Nachdem die Forschung zur Kontinuität in Staat, Wirtschaft und Gesellschaft über das Jahr 1945 hinweg in letzter Zeit neue, innovative Ergebnisse geliefert und so zu einem äußerst vielfältigen Forschungsstand beigetragen hat, ist es Zeit, Bilanz zu ziehen. Dies versucht Hans-Ulrich Thamer, Emeritus aus Münster, in einer knappen Studie, die sich bewusst an ein größeres Publikum wendet. Das ist zweifellos verdienstvoll und dürfte auf ein breites Interesse stoßen. Das Problem seiner Studie scheint mir aber darin zu liegen, dass sich Thamer darauf beschränkt, ohne eigene Forschung die Resultate anderer Forschungsprojekte zusammenzuführen, so dass er auf dieser Basis zuweilen zu einseitigen Ergebnissen gelangt.

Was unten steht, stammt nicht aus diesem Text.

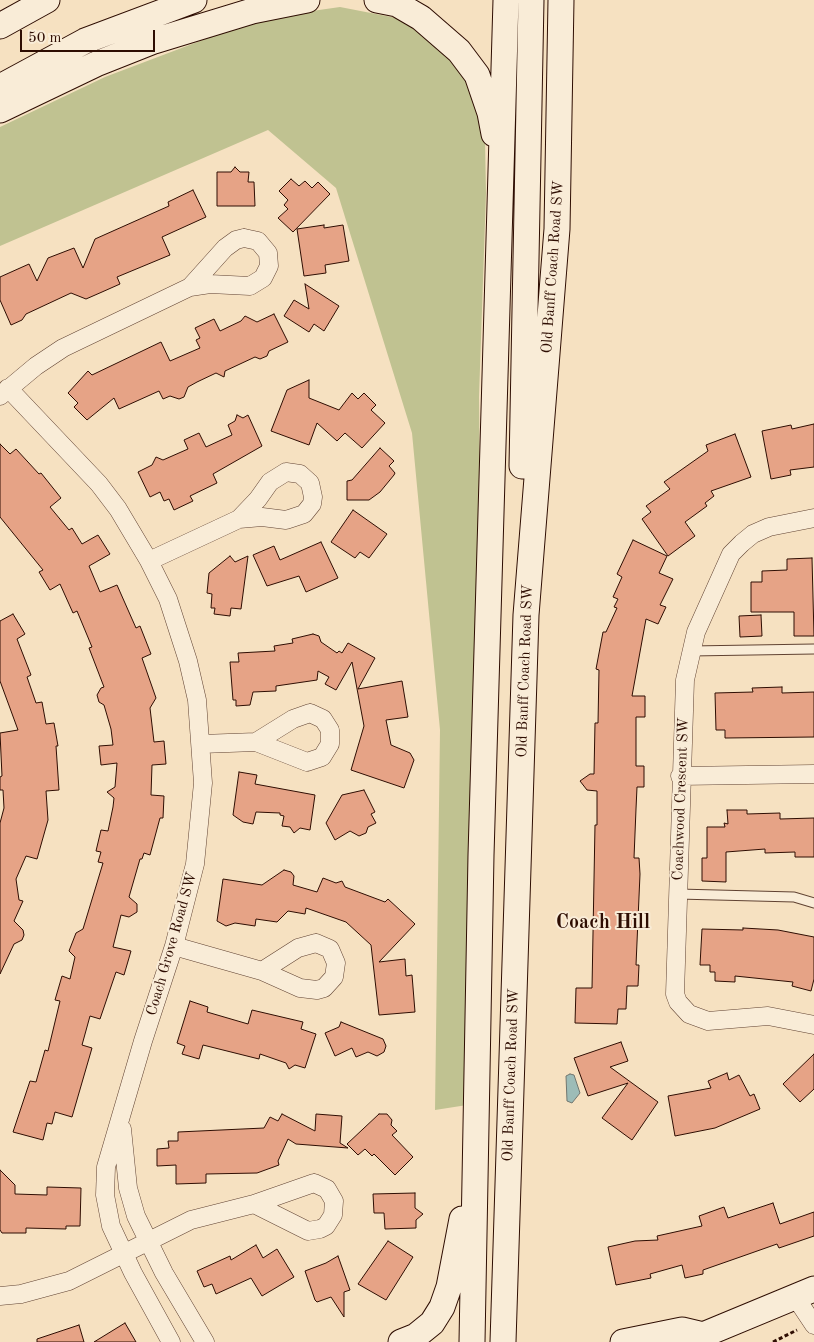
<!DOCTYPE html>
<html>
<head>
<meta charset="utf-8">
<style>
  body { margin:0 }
  #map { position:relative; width:814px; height:1342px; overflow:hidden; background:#f6e1c1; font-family:"Old Standard TT",serif }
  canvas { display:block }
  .scale { position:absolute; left:20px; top:30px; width:135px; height:22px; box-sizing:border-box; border:2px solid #2e0d02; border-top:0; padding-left:6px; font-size:15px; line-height:18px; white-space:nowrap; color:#2e0d02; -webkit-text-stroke:4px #f9ecd7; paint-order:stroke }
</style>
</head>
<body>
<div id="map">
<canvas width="814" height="1342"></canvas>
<div class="scale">50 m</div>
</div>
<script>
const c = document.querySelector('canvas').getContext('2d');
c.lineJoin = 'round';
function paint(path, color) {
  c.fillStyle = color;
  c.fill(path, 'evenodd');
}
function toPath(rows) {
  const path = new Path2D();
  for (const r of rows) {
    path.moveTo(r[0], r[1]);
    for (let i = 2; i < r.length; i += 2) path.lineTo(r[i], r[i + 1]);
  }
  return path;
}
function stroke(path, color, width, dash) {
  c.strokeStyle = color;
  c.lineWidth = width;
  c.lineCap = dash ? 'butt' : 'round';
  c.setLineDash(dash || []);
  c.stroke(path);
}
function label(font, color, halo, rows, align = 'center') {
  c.font = font + ' "Old Standard TT",serif';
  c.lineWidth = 4;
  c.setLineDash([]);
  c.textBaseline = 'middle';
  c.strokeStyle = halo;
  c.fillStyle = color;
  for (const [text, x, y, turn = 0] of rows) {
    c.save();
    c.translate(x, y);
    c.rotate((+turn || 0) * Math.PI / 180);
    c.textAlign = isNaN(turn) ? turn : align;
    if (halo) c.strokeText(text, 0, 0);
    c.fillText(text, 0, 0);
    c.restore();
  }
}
const green = toPath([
  [340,7,412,21,437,36,478,99,485,140,486,193,479,397,481,610,467,1105,435,1110,440,730,412,433,336,188,268,130,0,246,0,127,105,77,208,38,277,16]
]);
const water = toPath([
  [570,1074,574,1075,580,1093,572,1103,567,1101,566,1076,570,1074]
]);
const building = toPath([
  [235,167,240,172,249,172,248,182,254,182,255,206,217,206,217,172,231,172,235,167],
  [291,179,299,186,305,181,312,188,318,182,330,194,293,232,278,218,288,209,284,205,288,200,279,191,291,179],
  [193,190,206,217,162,237,170,255,117,277,120,284,102,292,86,299,71,293,26,314,22,320,11,325,0,300,0,277,29,264,37,281,48,258,74,248,83,268,95,239,169,206,168,202,193,190],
  [324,225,324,228,343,225,349,261,325,265,326,273,304,276,297,229,324,225],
  [305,284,339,306,324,331,314,324,309,332,284,316,294,300,309,309,305,284],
  [274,314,288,342,269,351,267,356,260,359,255,357,225,371,224,377,216,373,197,382,188,387,184,397,179,399,170,396,163,399,159,391,119,409,114,398,87,420,74,407,78,403,68,393,88,371,92,375,161,342,170,361,200,348,196,340,200,338,195,328,214,319,220,331,241,321,245,316,257,322,274,314],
  [309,380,309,398,339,410,352,393,358,399,364,393,376,405,371,410,385,423,362,448,345,433,337,441,317,423,309,445,271,431,287,390,309,380],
  [237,415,243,418,248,415,262,446,213,474,217,483,190,496,193,501,174,510,169,499,164,501,160,492,150,497,138,472,152,465,156,457,163,460,188,449,184,440,199,433,206,447,232,435,228,425,235,421,237,415],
  [814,424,814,467,790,470,791,475,771,479,762,431,791,425,792,429,814,424],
  [735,434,751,477,711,491,714,496,705,503,707,506,685,522,695,536,668,556,642,519,651,512,646,506,670,489,664,482,708,451,706,445,735,434],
  [0,444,10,454,16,449,39,474,41,473,61,498,50,507,69,530,72,528,82,544,98,535,110,554,89,566,100,592,117,585,136,628,140,626,151,654,142,658,156,698,150,708,154,742,164,741,166,764,152,765,151,795,164,796,163,818,160,818,150,855,144,853,142,859,140,859,129,897,137,904,137,912,129,917,121,915,113,947,131,951,124,975,116,972,100,1019,90,1016,82,1045,92,1048,72,1117,55,1112,52,1124,47,1123,43,1140,13,1132,30,1081,36,1082,45,1050,48,1051,60,1001,55,1000,62,976,70,979,75,957,69,951,76,933,83,929,103,863,98,862,101,852,96,851,101,830,108,831,113,807,114,798,107,792,115,787,117,763,101,765,99,746,113,745,111,729,104,705,99,702,97,695,101,688,104,687,89,648,92,647,77,611,73,613,60,584,50,590,39,572,43,570,0,517,0,444],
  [380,448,394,461,389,466,395,473,394,475,380,492,369,500,347,500,347,481,352,480,380,448],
  [353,510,387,534,369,558,360,552,355,558,331,542,353,510],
  [633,540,667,556,659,573,673,579,660,605,666,607,658,624,646,619,632,696,645,696,645,717,636,717,636,766,644,766,644,787,637,787,636,809,634,858,639,858,640,874,636,965,639,965,638,986,627,986,626,1009,618,1009,617,1024,575,1023,576,988,592,988,595,825,597,825,597,791,587,790,580,781,590,774,594,774,595,723,598,723,599,670,596,669,603,632,606,632,617,608,614,607,618,599,613,597,622,577,617,574,633,540],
  [321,542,338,578,306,592,299,576,267,586,253,555,274,546,280,560,321,542],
  [230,556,235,562,248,556,241,609,231,608,230,616,214,614,215,608,211,608,212,594,207,593,209,573,230,556],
  [812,558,814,636,794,636,794,612,751,612,751,582,762,582,762,571,787,570,787,559,812,558],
  [13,614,25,634,17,639,31,675,27,677,36,703,42,702,46,724,54,723,58,746,56,746,59,790,46,791,48,820,37,859,26,856,16,879,19,900,23,901,14,921,23,930,24,935,22,940,14,944,0,974,0,823,4,808,3,790,0,790,0,777,2,776,0,733,18,730,0,681,0,621,13,614],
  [761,615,762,636,740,637,739,616,761,615],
  [313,634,319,636,321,642,337,653,339,651,342,653,348,643,375,658,358,689,402,681,408,717,386,720,391,745,410,753,414,760,404,788,351,770,364,726,352,662,336,690,325,684,329,677,318,671,317,680,276,686,276,691,253,692,250,705,236,706,236,700,233,700,230,662,239,662,238,653,275,651,274,646,293,643,292,639,313,634],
  [782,687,782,693,814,692,814,737,725,738,725,730,716,730,715,693,753,692,752,688,782,687],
  [239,772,257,775,255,784,315,795,310,830,300,828,294,833,290,827,282,826,284,816,280,815,280,813,256,812,253,824,243,822,233,815,239,772],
  [364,790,375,812,371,814,376,823,368,827,366,833,359,836,350,831,335,840,326,823,342,795,364,790],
  [727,810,747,810,747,814,780,813,780,819,814,818,814,857,795,857,795,852,765,853,765,849,726,852,726,882,702,881,702,858,707,858,707,827,725,827,724,823,728,824,727,810],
  [284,870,291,872,294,876,293,885,317,892,323,878,336,883,342,881,345,887,385,902,388,899,415,924,379,962,405,959,406,976,412,975,415,1012,379,1015,371,945,346,922,306,908,305,914,288,911,277,922,256,919,255,926,235,923,226,926,217,921,223,879,262,885,284,870],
  [743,928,778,930,814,937,814,979,811,991,792,986,793,982,735,976,735,982,715,981,715,972,710,972,710,965,700,965,702,929,743,930,743,928],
  [190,1001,208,1007,207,1012,248,1024,252,1010,303,1022,301,1029,316,1034,305,1068,295,1065,289,1069,286,1063,260,1054,259,1059,203,1045,199,1059,182,1054,185,1046,177,1043,190,1001],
  [341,1022,383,1039,386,1046,384,1052,377,1056,368,1052,356,1057,352,1048,335,1056,325,1033,339,1027,341,1022],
  [621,1042,628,1061,610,1067,658,1102,632,1140,602,1118,628,1083,588,1096,574,1058,621,1042],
  [814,1054,814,1089,800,1102,783,1084,814,1054],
  [727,1073,729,1080,739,1075,750,1096,754,1094,760,1109,715,1128,675,1136,668,1096,711,1088,708,1081,727,1073],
  [282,1114,315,1131,316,1114,342,1116,340,1143,348,1148,296,1144,288,1139,278,1161,279,1165,257,1173,206,1174,206,1183,176,1184,176,1165,157,1166,157,1149,169,1148,168,1141,178,1141,178,1132,264,1128,270,1117,278,1121,282,1114],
  [379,1114,387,1114,392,1120,391,1125,397,1131,392,1135,413,1157,395,1175,374,1154,372,1156,365,1149,358,1155,347,1144,379,1114],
  [0,1170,15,1185,15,1194,47,1195,47,1187,81,1188,80,1226,66,1226,66,1229,26,1228,26,1233,2,1233,0,1230,0,1170],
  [415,1193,415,1208,423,1214,416,1220,416,1228,385,1229,384,1213,374,1213,373,1194,415,1193],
  [773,1203,780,1224,814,1212,814,1236,779,1248,777,1244,743,1256,703,1270,703,1274,685,1278,682,1265,650,1274,651,1278,616,1285,608,1247,635,1241,658,1240,657,1236,702,1226,699,1216,724,1207,728,1218,773,1203],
  [388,1241,413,1257,386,1300,358,1284,388,1241],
  [256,1245,263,1258,277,1249,294,1277,262,1296,251,1278,216,1294,212,1284,204,1287,197,1271,230,1256,231,1260,256,1245],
  [338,1256,350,1290,344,1292,344,1317,331,1297,317,1302,315,1300,305,1271,326,1263,338,1256],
  [125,1323,136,1342,94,1342,125,1323],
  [79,1325,84,1342,37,1342,37,1339,79,1325]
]);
const path = toPath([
  [773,1342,797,1330]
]);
const lane = toPath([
  [691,651,814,649],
  [678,894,794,897,814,903]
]);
const street = toPath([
  [244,238,258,241,268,253,269,266,263,278,250,286,210,284,190,287,225,248,236,240,244,238],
  [8,388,99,484,118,509,149,561,168,599,188,661,197,700,203,783,195,864,174,946,143,1041,106,1167,105,1195,111,1226,133,1273,171,1342],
  [0,396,36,366,63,348,190,287],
  [286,472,300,474,310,483,313,497,312,504,304,514,286,520,262,517,239,519,258,499,270,482,286,472],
  [814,518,769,527,753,534,742,543,731,554,696,632,685,680,675,994,678,1002,689,1014,708,1021,768,1016,814,1025],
  [149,561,239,519],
  [310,713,323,719,330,730,330,744,322,757,307,762,256,742,293,719,310,713],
  [201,744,256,742],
  [680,776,814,774],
  [316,943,330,949,336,963,334,977,324,988,317,990,300,988,262,971,298,948,316,943],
  [174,946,262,971],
  [122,1129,128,1188,136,1216,164,1273,205,1342],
  [314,1183,327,1189,334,1201,333,1215,326,1226,320,1229,308,1231,254,1204,314,1183],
  [0,1296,21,1294,69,1281,191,1220,254,1204],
  [796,1298,814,1325]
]);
const secondary = toPath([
  [377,0,397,4,421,18,459,51,477,75,490,113,494,134],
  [0,26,47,0],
  [0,87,85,41,194,0],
  [0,110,96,64,154,41,252,11,307,0],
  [522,466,531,0],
  [401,1342,416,1336,432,1323,442,1307,449,1287,462,1219],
  [472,1342,481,855,506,0],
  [503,1342,526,615,557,229,561,0],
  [623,1342,682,1330,703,1335],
  [693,1342,703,1335,814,1289]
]);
const streetNames = [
  ["Old Banff Coach Road SW",553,267,-86],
  ["Old Banff Coach Road SW",525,671,-88],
  ["Coachwood Crescent SW",681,799,-88],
  ["Coach Grove Road SW",172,944,-74],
  ["Old Banff Coach Road SW",511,1075,-88]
];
const districtNames = [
  ["Coach Hill",603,923]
];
paint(green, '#c0c291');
paint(water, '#9dbcb7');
stroke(water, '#71766f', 1);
paint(building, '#e6a386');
stroke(building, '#2e0d02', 1);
stroke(lane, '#604232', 11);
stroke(street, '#604232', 19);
stroke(secondary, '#2e0d02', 27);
stroke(path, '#2e0d02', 3, [4, 2.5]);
stroke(lane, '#f9ecd7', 9);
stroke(street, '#f9ecd7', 18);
stroke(secondary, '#f9ecd7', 25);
label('15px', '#2e0d02', '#f9ecd7', streetNames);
label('bold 20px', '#2e0d02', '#f9ecd7', districtNames);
</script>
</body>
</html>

Thamer widmet sich der Wirtschaft, den Beamten in staatlichen Behörden und Gerichten, dem Militär, Medizinern sowie Journalisten, und es ist immer wieder dasselbe Muster, das er im Hinblick auf Westdeutschland zu beschreiben hat. Während in den ersten Jahren der Besatzungsherrschaft Personen, die vor 1945 exponierte Positionen in ihrem Berufsfeld innegehabt hatten, die sich stärker politisch engagiert oder die sogar an nationalsozialistischen Gewaltverbrechen beteiligt gewesen waren, zunächst ausgegrenzt und teilweise sogar bestraft wurden, änderte sich das gesellschaftliche Klima zu Beginn der 1950er Jahre zu ihren Gunsten. Von wenigen Ausnahmen abgesehen erhielten sie die Chance, in führende Stellungen zurückzukehren und das neue demokratische Gemeinwesen mitzugestalten. Dabei verweist Thamer immer wieder auf die moralischen Probleme, die damit einhergingen: Viele machten über ihre nationalsozialistische Vergangenheit falsche Angaben, manche - wie der Germanist Hans Schneider/Schwerte - wechselten sogar ihre Identität, NS-Opfer und Emigranten wurden bei den Einstellungen zunehmend benachteiligt, und bei der Tätigkeit der belasteten Personen traten teilweise Kontinuitäten hervor, etwa wenn die Wiedergutmachungsansprüche von Zwangssterilisierten oder Sinti und Roma über Jahrzehnte von Verwaltung und Justiz negiert wurden.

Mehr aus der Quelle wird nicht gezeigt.